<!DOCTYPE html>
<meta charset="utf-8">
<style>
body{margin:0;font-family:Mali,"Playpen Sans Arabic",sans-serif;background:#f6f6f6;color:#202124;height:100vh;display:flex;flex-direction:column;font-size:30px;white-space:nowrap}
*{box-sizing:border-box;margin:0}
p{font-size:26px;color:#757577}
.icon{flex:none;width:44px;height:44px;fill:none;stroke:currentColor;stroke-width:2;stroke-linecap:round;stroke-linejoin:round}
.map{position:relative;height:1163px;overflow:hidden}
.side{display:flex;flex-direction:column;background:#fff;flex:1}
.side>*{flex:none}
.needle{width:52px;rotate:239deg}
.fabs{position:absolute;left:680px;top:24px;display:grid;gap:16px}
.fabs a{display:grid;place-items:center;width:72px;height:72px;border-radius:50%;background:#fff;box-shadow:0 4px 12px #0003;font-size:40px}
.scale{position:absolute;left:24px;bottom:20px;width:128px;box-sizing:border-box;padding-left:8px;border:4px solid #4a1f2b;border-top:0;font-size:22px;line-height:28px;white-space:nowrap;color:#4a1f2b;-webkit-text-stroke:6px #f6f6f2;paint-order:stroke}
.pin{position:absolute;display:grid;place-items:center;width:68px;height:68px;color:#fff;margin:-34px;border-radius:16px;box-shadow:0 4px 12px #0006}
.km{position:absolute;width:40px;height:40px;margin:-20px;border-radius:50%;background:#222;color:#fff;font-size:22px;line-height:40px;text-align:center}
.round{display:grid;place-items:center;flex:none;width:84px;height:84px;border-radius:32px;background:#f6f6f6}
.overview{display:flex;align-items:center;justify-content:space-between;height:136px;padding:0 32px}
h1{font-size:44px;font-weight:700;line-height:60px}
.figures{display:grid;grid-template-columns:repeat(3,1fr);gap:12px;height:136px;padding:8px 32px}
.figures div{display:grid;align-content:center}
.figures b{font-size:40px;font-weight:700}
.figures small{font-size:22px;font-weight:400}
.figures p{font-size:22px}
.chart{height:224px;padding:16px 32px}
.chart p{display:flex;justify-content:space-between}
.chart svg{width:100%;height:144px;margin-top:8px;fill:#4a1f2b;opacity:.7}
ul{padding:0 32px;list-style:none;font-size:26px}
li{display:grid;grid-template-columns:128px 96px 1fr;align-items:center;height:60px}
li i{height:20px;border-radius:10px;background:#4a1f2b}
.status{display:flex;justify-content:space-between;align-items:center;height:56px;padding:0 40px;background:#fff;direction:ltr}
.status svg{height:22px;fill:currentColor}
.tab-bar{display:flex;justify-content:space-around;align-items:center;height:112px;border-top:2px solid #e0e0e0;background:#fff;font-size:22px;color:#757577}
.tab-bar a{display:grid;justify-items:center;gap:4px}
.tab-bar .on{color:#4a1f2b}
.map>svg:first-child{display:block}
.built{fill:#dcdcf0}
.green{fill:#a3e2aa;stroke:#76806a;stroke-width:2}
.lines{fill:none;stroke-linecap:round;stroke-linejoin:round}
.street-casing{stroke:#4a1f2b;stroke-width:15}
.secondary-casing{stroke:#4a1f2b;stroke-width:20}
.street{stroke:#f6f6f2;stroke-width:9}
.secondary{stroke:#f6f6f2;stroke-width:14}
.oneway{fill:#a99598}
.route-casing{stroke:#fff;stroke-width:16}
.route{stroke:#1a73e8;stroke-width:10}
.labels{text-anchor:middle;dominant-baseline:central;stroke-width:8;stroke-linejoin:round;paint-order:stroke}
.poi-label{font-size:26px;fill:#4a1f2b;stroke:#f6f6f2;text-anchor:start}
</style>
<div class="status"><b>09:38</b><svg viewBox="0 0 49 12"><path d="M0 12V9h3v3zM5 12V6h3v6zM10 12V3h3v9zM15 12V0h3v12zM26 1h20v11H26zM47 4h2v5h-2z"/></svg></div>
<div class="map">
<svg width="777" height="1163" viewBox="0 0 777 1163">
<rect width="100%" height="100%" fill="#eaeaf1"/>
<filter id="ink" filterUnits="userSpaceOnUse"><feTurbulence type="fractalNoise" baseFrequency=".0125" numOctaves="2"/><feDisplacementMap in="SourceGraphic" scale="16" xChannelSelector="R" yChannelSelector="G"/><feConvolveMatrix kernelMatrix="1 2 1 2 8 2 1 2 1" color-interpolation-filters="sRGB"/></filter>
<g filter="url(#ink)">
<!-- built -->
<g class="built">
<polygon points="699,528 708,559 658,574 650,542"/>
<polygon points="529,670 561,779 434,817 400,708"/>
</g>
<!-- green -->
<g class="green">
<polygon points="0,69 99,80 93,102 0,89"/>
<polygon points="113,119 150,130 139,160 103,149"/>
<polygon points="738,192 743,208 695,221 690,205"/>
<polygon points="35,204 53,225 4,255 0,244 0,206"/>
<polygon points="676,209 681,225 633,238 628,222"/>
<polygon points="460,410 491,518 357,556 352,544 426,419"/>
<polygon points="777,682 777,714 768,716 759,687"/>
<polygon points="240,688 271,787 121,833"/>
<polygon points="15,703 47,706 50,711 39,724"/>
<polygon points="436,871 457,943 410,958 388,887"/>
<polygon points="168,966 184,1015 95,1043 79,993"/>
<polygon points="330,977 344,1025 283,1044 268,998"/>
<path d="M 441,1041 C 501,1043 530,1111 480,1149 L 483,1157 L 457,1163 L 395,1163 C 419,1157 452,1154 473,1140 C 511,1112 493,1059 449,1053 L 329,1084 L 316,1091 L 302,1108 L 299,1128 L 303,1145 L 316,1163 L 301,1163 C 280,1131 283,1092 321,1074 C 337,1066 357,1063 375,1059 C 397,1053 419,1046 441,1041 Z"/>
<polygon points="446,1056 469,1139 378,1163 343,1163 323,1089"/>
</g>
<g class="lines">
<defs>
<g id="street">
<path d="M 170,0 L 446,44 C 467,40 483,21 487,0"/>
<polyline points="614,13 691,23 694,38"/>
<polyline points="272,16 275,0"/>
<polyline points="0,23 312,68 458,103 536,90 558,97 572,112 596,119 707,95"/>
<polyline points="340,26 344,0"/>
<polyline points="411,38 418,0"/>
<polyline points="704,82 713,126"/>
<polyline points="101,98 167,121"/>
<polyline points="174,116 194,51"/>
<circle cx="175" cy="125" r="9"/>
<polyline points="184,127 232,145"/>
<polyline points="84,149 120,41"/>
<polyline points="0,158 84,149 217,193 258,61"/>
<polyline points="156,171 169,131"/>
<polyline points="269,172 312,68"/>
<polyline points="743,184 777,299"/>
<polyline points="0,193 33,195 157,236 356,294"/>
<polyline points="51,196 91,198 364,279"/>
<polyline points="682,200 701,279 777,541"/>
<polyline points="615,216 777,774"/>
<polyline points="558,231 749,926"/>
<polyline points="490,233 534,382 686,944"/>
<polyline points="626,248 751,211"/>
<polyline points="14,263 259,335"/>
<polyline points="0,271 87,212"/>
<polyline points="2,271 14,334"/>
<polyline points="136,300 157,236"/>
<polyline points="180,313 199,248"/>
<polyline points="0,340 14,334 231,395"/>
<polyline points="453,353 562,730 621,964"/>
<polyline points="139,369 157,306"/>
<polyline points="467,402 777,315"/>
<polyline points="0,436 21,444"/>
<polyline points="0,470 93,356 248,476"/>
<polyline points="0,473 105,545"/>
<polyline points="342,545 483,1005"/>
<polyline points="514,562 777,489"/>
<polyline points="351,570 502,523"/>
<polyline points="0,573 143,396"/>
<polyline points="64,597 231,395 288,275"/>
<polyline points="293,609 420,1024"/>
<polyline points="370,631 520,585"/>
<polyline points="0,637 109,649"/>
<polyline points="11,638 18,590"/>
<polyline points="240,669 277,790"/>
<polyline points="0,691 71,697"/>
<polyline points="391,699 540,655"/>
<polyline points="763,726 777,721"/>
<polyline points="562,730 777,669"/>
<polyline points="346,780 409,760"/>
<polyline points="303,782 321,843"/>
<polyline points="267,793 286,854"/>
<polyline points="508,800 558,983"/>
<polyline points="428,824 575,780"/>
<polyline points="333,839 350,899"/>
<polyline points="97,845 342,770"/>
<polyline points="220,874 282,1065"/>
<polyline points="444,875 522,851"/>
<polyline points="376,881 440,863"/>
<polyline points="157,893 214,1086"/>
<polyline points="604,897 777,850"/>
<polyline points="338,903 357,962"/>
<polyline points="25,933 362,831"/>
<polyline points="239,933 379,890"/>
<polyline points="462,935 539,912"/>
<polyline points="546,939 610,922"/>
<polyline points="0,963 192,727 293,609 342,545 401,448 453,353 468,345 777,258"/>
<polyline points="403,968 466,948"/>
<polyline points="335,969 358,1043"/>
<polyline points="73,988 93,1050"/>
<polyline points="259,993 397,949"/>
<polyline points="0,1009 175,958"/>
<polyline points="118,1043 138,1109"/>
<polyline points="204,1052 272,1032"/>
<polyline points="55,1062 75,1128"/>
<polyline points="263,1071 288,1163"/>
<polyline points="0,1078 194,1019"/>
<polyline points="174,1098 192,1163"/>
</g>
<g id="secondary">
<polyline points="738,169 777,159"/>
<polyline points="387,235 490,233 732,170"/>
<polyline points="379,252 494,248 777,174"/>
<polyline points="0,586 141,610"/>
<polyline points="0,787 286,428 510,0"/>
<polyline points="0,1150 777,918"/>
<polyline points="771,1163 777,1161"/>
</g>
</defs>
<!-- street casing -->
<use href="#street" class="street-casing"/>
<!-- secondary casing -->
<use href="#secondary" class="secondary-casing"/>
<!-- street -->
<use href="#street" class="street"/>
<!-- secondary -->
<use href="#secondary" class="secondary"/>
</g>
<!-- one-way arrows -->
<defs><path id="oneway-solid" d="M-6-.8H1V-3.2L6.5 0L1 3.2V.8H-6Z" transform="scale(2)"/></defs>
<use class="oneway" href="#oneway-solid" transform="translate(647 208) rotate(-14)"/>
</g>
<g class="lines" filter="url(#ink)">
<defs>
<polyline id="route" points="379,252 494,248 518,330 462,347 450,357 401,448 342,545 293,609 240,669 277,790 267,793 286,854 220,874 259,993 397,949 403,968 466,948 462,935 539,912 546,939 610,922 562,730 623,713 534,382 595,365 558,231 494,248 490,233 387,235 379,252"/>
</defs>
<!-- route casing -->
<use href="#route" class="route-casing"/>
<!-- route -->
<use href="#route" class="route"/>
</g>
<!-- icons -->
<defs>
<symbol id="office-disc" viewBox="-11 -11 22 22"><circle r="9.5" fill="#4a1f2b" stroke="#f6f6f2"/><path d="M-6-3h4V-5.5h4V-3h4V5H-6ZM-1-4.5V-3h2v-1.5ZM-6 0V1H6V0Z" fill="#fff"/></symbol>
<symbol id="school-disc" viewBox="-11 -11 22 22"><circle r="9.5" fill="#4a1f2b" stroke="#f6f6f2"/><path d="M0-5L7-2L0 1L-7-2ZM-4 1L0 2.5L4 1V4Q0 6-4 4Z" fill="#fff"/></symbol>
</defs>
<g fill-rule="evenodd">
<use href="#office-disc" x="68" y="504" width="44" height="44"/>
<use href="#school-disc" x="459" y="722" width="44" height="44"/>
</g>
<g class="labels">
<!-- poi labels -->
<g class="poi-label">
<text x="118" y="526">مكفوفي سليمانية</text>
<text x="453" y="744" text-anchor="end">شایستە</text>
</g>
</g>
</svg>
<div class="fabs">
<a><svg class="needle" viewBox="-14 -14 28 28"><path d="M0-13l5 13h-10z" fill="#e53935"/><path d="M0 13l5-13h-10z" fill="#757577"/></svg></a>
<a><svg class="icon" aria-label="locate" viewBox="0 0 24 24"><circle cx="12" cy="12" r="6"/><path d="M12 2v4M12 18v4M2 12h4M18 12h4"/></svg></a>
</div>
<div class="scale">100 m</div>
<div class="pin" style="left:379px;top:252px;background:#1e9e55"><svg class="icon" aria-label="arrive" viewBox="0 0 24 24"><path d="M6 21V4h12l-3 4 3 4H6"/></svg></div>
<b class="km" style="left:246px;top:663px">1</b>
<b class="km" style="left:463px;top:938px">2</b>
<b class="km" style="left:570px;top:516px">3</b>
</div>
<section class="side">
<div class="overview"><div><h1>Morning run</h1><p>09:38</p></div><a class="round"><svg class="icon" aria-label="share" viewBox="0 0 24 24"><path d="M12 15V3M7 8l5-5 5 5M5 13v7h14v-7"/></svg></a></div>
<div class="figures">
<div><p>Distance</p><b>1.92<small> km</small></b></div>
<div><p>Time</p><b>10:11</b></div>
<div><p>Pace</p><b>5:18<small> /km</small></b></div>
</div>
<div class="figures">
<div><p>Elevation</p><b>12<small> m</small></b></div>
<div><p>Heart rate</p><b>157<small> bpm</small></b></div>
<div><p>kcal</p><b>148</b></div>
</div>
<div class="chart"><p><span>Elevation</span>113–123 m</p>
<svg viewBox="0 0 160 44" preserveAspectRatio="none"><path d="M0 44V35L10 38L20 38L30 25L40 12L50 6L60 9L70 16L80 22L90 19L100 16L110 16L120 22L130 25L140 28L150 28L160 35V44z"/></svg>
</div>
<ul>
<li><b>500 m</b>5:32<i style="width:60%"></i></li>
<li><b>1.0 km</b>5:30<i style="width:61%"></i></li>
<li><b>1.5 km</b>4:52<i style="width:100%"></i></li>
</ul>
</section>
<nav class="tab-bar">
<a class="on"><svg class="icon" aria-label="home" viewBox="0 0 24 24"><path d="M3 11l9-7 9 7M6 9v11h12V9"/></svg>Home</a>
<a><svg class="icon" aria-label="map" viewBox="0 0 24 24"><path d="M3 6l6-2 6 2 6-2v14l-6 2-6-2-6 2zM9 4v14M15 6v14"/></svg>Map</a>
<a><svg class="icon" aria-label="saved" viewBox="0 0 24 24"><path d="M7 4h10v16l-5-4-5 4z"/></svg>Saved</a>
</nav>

^^^^^^^^^^^^^^^^

_What this task involves:_
Where does "linecap" appear in the listing? Show every line that has it.

_Exercise response:_
.icon{flex:none;width:44px;height:44px;fill:none;stroke:currentColor;stroke-width:2;stroke-linecap:round;stroke-linejoin:round}
.lines{fill:none;stroke-linecap:round;stroke-linejoin:round}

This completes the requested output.